▸ WORK TO BE COMPLETED: Look through the entries below and show every line containing the word "compass".

▸ PROVIDED RECORDS:
****************************************

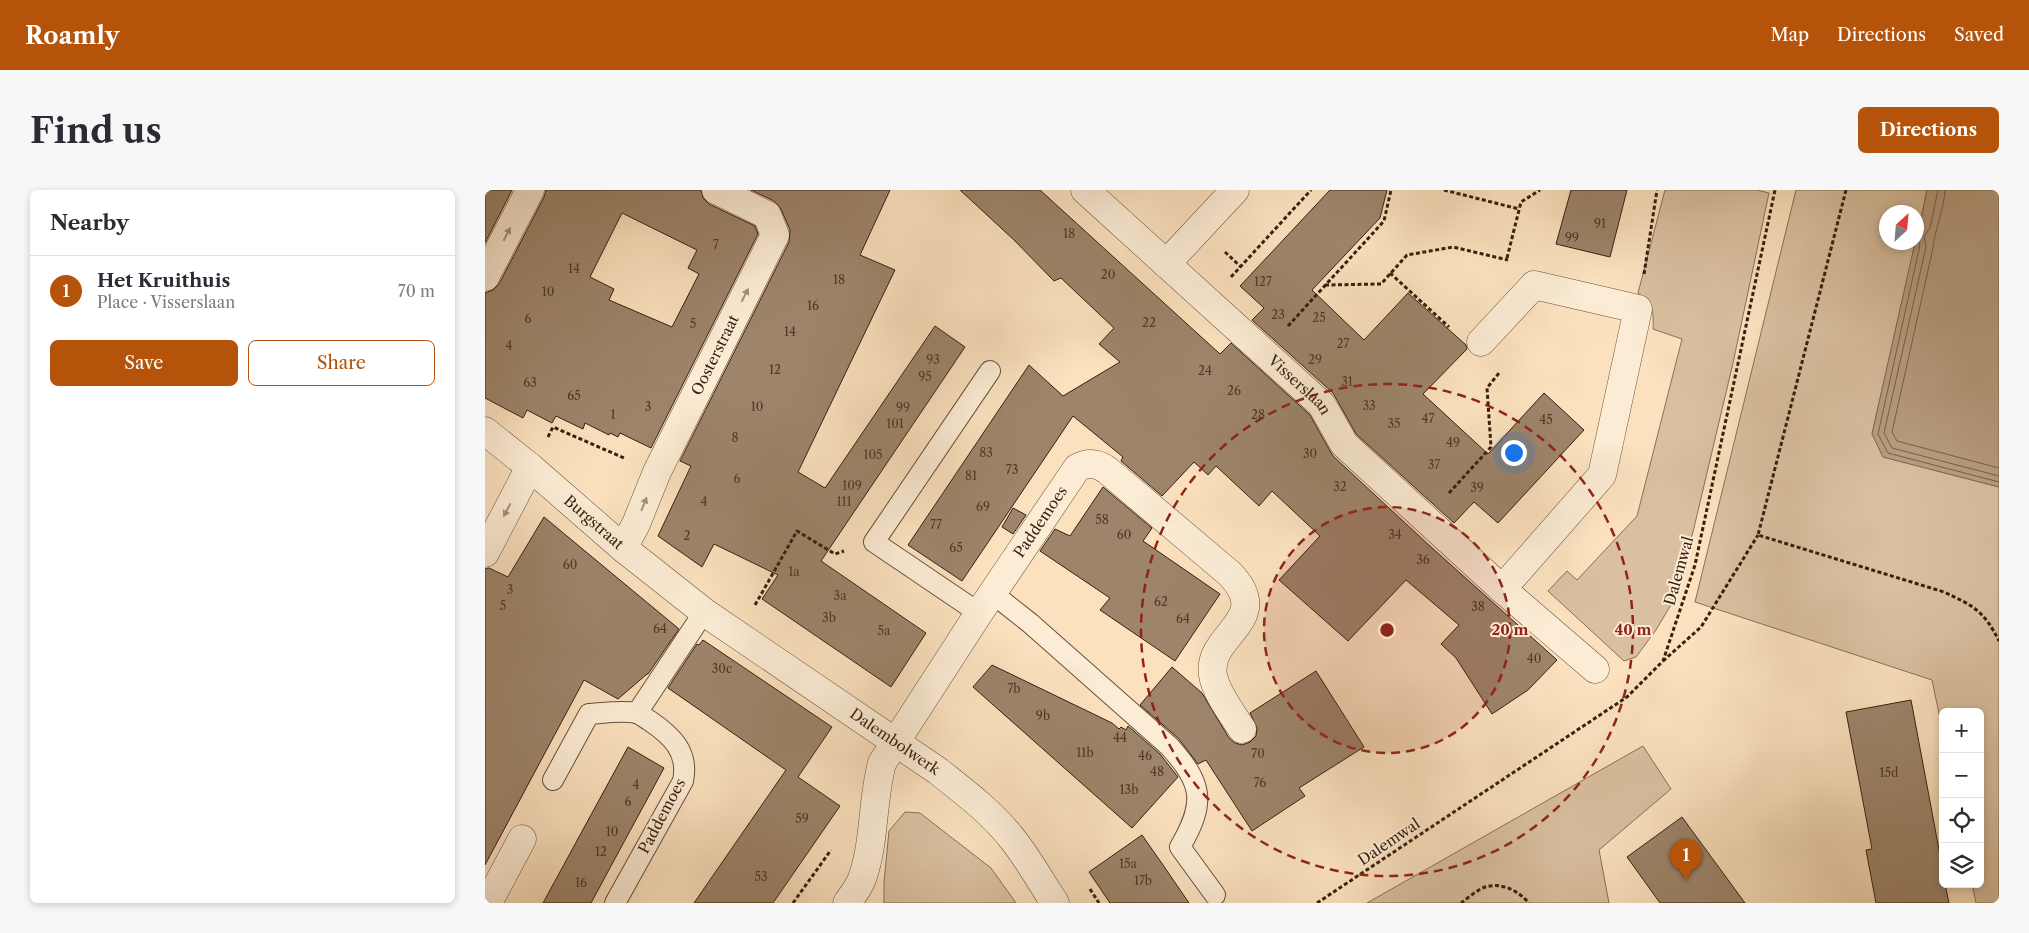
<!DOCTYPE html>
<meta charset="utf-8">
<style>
:root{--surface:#fff;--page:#f7f7f7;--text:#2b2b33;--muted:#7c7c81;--line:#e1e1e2;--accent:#b45309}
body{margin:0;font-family:"Libre Caslon Text",serif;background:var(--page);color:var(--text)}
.controls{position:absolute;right:15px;bottom:15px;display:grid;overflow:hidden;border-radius:8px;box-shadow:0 2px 8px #0003}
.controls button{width:45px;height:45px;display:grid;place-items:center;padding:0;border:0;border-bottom:1px solid var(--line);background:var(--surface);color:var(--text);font:25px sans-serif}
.compass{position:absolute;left:1394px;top:15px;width:45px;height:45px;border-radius:50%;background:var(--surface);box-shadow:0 2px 8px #0003;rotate:26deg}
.you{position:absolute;left:1028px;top:262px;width:18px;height:18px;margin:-12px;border:4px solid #fff;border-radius:50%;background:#1a73e8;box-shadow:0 0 0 8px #1a73e833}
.badge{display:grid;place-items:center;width:32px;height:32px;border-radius:50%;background:var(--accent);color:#fff;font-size:16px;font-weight:700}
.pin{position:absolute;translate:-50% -41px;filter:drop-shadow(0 1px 2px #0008)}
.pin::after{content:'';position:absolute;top:26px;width:18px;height:15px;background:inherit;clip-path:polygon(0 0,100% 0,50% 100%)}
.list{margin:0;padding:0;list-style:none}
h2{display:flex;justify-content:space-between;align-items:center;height:65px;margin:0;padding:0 20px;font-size:21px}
h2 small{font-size:16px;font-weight:400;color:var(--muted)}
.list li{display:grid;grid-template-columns:32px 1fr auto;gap:15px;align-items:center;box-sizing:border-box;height:70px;padding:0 20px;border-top:1px solid var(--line)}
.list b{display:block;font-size:19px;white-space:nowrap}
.list p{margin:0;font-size:16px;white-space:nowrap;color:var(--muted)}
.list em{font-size:16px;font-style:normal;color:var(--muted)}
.actions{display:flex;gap:10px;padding:15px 20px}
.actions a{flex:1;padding:11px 0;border:1px solid var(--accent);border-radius:8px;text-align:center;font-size:18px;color:var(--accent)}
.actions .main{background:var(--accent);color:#fff}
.icon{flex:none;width:28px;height:28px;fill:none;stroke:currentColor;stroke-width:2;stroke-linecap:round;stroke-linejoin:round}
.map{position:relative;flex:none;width:1514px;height:713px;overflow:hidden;border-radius:8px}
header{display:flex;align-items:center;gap:30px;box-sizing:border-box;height:70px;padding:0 25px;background:var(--accent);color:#fff}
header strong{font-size:24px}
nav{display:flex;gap:28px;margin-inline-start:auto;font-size:18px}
.intro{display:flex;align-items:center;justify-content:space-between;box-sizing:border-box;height:120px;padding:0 30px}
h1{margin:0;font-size:35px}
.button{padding:12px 22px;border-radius:8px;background:var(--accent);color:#fff;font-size:18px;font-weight:700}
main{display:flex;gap:30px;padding:0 30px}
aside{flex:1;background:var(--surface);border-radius:8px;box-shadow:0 2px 8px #0003}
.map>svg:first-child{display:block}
.green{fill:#dac0a0;stroke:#897058}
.water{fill:#b99f82;stroke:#856c54}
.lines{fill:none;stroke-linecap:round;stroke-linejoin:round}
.shore{stroke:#785f48;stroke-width:1}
.building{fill:#9d846a;stroke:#381f0f;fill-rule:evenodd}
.lane-casing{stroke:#69503b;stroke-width:22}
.street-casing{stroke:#69503b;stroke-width:29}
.path{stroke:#381f0f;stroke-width:3;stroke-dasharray:4 2.5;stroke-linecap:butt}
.lane{stroke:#fcecd5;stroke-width:20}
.street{stroke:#fcecd5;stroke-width:28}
.oneway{fill:#a4907c}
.ring{fill:none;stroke:#8f2418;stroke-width:2.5;stroke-dasharray:9 6}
.labels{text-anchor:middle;stroke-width:4;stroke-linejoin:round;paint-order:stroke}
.number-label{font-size:12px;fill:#513826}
.street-label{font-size:15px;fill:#381f0f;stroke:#fcecd5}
.centre{fill:#8f2418;stroke:#fcecd5;stroke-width:2.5}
.ring-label{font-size:15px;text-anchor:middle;font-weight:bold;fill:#8f2418;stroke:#fcecd5;stroke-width:4;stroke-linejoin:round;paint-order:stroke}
</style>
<header>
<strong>Roamly</strong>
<nav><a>Map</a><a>Directions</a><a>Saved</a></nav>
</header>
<div class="intro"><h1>Find us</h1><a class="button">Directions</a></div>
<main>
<aside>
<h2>Nearby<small></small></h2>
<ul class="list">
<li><span class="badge">1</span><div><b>Het Kruithuis</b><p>Place · Visserslaan</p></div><em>70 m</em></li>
</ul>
<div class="actions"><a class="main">Save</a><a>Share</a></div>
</aside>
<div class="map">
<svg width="1514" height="713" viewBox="0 0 1514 713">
<rect width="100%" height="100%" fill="#fbe1be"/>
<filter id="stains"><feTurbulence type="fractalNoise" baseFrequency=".004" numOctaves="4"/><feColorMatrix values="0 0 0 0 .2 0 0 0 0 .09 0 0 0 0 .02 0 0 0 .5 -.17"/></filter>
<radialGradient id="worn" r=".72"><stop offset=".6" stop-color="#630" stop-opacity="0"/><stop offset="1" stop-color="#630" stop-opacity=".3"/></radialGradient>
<g class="green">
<path d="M1180,0H1272L1284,3L1248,173L1208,342L1187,413L1171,440L1151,467L1139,471L1063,401L1082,381L1092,390L1152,326L1197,149L1168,139C1169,120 1167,115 1153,103Z"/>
<polygon points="1311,0 1442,0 1432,46 1432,22 1402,22 1402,52 1430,53 1387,244 1398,267 1514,297 1514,713 1491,713 1487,694 1495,694 1495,522 1458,522 1458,543 1447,490 1210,412"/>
<polygon points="1158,556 1186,599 1114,660 1124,713 882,713"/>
<polygon points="420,622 435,623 506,678 531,713 399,713 399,692 404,641"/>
</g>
<polygon class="water" points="1442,0 1514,0 1514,297 1398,267 1387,244 1430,53 1432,52"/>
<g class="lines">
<g class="shore">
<polyline points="1453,0 1445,38 1439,46 1441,57 1399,243 1407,258 1514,286"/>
<path d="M1460,0C1459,20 1450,39 1448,58L1407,242L1412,251L1514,278"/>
<polyline points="1432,48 1435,55 1393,244 1403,263 1514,292"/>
</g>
</g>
<g class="building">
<polygon points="0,0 27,0 0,53"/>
<path d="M61,0H216L218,8L224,14L270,36L273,44L166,258L135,243L133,247L125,243L124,245L100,233L98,239L71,226L67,233L42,220L38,228L0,208V103L8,100L14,94L59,7ZM137,23L212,60L203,78L214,84L187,137L124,110L129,99L105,87Z"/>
<polygon points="266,0 405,0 375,65 410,80 313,282 340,298 450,136 480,157 336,371 441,443 406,497 277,409 293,385 229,354 217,377 173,346 206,276 195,271 304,52 305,40 296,19 289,11"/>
<polygon points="475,0 555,0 735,164 746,153 825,225 848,266 946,357 1072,470 1043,500 1007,524 971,468 956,454 974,435 921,390 863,451 794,390 835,346 787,301 774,316 731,276 723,285 709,272 677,306 636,271 638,267 588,226 477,391 423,355 544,175 578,206 635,172 614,154 629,138 576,88 569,91 529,50"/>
<polygon points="845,0 902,0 895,28 827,100 879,150 923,103 981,155 982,159 938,204 1003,264 1059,203 1099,240 1013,333 989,312 969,333 871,244 848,203 767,130 779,118 755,96"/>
<polygon points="1086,0 1142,0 1125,67 1071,54"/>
<polygon points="618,297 667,338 658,351 735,404 690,471 615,420 625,408 555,361 570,339 585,346"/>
<polygon points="528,318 541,325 528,344 517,337"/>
<polygon points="59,327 194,439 163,484 162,484 133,509 99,490 0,675 0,379 4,378 23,387"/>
<polygon points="218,450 347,537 313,587 355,616 288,713 209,713 301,580 183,498 212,454 214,455"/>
<polygon points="507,475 627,533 634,539 636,537 641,540 643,536 675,564 693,587 647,638 488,497"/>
<polygon points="687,477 717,503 744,548 750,553 757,555 765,552 771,546 772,538 765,523 831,481 879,557 814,598 820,606 767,641 721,570 713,574 693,548 655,515"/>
<polygon points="1426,510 1458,681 1458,694 1460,694 1464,713 1391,713 1381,660 1387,659 1361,522"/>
<polygon points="143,557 179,578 106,713 58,713"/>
<polygon points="1197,627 1260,713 1175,713 1142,667"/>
<polygon points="657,645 678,675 704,713 625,713 604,682"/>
</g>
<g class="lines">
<defs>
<g id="lane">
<path d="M507,403L545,433L684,556C718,594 721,612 695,657L730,705"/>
<polyline points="494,423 389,352 505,181"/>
<polyline points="152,523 219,422"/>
<path d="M68,590L104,524C118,523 139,520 151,523C156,524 161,529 165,531C187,546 204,562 198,591L130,713"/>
</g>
<g id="street">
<path id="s1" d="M600,0L837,215L859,254L1017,399L1110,479"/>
<polyline points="681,74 750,0"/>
<polyline points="0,87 45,0"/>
<polyline points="996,152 1049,95 1153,119 1117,285 1017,399"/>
<path id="s2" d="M0,241L45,277L138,358L219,422L453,581C478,601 504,620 525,646C542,666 555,691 570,713"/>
<path id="s3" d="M138,358L151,334L172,282L290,45L282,25L231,0"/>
<polyline points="0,363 45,277"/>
<polyline points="3,713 37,649"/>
<path id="s4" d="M362,713C368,705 375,696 378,686C390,650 387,610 397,573L494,423L592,278C603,272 612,273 622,280L745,384C790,431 721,444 728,485C730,501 748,525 757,539"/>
</g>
</defs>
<use href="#lane" class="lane-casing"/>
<use href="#street" class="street-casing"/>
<g class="path">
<polyline points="959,0 1034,19"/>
<path d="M1361,0L1273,345L1459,402C1489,416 1499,421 1514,451"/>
<polyline points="740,62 756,77"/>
<polyline points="1022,68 1036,12 1055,0"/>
<polyline points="905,83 964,137"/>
<polyline points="1159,84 1172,0"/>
<polyline points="746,87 826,0"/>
<polyline points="840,95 896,94 922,65 968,57 1023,70"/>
<polyline points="803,136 899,31 906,0"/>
<polyline points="63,247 68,237 139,268"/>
<polyline points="964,303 1006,257 1002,198 1014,183"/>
<polyline points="270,415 312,341 350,364 359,361"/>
<polyline points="1178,471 1216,437 1273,345"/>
<polyline points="605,699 614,713"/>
<polyline points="308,713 346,660"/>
<polyline points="832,713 1142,507 1178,471 1210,375 1290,0"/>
<path d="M976,713C983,708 992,700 1000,697C1018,692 1033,701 1044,713"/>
</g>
<use href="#lane" class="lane"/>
<use href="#street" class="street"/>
</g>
<defs><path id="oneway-solid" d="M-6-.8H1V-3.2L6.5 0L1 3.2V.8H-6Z" transform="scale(1.25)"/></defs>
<g class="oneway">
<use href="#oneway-solid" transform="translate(22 44) rotate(-63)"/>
<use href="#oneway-solid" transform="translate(260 105) rotate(-63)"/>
<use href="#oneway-solid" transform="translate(159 314) rotate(-68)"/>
<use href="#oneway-solid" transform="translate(22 320) rotate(118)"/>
</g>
<circle cx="902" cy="440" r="123" fill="#8f2418" fill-opacity=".12"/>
<g class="ring">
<circle cx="902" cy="440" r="123"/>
<circle cx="902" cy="440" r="246"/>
</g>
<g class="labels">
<g class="number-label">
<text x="1115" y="38">91</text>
<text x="584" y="48">18</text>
<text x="1087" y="52">99</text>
<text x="231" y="59">7</text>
<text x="89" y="83">14</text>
<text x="623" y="89">20</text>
<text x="354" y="94">18</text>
<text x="778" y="96">127</text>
<text x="63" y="106">10</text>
<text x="328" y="120">16</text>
<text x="793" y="129">23</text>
<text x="834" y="132">25</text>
<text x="43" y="133">6</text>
<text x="664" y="137">22</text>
<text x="208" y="138">5</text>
<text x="305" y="146">14</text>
<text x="858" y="158">27</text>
<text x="24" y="160">4</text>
<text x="448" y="174">93</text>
<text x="830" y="174">29</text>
<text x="290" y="184">12</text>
<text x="720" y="185">24</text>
<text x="440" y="191">95</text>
<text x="862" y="196">31</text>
<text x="45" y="197">63</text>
<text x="749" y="205">26</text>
<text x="89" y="210">65</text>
<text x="884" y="220">33</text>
<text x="163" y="221">3</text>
<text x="272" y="221">10</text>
<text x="418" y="222">99</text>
<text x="128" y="229">1</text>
<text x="773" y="229">28</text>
<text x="943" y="233">47</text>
<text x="1061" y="234">45</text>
<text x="410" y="238">101</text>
<text x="909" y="238">35</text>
<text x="250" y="252">8</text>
<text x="968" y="257">49</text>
<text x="501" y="267">83</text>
<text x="825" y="268">30</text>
<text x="388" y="269">105</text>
<text x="949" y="279">37</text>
<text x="527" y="284">73</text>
<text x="486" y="290">81</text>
<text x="252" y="293">6</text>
<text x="367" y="300">109</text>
<text x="855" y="301">32</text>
<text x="992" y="302">39</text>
<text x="219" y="316">4</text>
<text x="359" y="316">111</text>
<text x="498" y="321">69</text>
<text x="617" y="334">58</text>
<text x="451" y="339">77</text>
<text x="639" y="349">60</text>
<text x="910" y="349">34</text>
<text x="202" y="350">2</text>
<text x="471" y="362">65</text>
<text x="938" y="374">36</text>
<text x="85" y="379">60</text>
<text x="309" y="386">1a</text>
<text x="25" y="404">3</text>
<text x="355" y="410">3a</text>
<text x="676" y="416">62</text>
<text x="18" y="420">5</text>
<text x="993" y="421">38</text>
<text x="344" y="432">3b</text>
<text x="698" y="433">64</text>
<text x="175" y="443">64</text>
<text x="399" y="445">5a</text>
<text x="1049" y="473">40</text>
<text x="237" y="483">30c</text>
<text x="529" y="503">7b</text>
<text x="558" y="530">9b</text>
<text x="635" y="552">44</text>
<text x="600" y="567">11b</text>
<text x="773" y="568">70</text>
<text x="660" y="570">46</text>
<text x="672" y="586">48</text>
<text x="1404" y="587">15d</text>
<text x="775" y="597">76</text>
<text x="151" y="599">4</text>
<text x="644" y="604">13b</text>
<text x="143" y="616">6</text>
<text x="317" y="633">59</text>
<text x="127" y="646">10</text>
<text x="116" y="666">12</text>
<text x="643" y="678">15a</text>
<text x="276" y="691">53</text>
<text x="658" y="695">17b</text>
<text x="96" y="697">16</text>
</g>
<g class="street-label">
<text dy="5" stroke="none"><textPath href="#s3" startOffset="214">Oosterstraat</textPath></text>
<text dy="5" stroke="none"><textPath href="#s1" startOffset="290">Visserslaan</textPath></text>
<text dy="5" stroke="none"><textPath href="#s2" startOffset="142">Burgstraat</textPath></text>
<text dy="5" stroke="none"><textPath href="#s4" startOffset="435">Paddemoes</textPath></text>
<text transform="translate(1194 381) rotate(-74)" y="5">Dalemwal</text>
<text dy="5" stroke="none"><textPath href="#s2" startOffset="515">Dalembolwerk</textPath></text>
<text transform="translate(177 626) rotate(-62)" y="5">Paddemoes</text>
<text transform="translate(904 652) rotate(-34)" y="5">Dalemwal</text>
</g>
</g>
<circle cx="902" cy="440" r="8" class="centre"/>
<g class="ring-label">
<text x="1025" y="445">20 m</text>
<text x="1148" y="445">40 m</text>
</g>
<rect width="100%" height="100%" filter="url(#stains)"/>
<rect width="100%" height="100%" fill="url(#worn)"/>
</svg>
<div class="controls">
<button>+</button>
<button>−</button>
<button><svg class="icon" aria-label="locate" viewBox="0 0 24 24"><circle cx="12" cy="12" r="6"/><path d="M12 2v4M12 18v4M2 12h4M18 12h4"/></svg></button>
<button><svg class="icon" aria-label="layers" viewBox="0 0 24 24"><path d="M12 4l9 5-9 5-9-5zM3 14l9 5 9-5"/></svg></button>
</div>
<svg class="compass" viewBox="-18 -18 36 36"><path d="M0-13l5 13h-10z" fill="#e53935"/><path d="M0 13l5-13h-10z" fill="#7c7c81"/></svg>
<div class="you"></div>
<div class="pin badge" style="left:1201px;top:690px">1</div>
</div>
</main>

****************************************

▸ RESULT OF THIS TASK:
.compass{position:absolute;left:1394px;top:15px;width:45px;height:45px;border-radius:50%;background:var(--surface);box-shadow:0 2px 8px #0003;rotate:26deg}
<svg class="compass" viewBox="-18 -18 36 36"><path d="M0-13l5 13h-10z" fill="#e53935"/><path d="M0 13l5-13h-10z" fill="#7c7c81"/></svg>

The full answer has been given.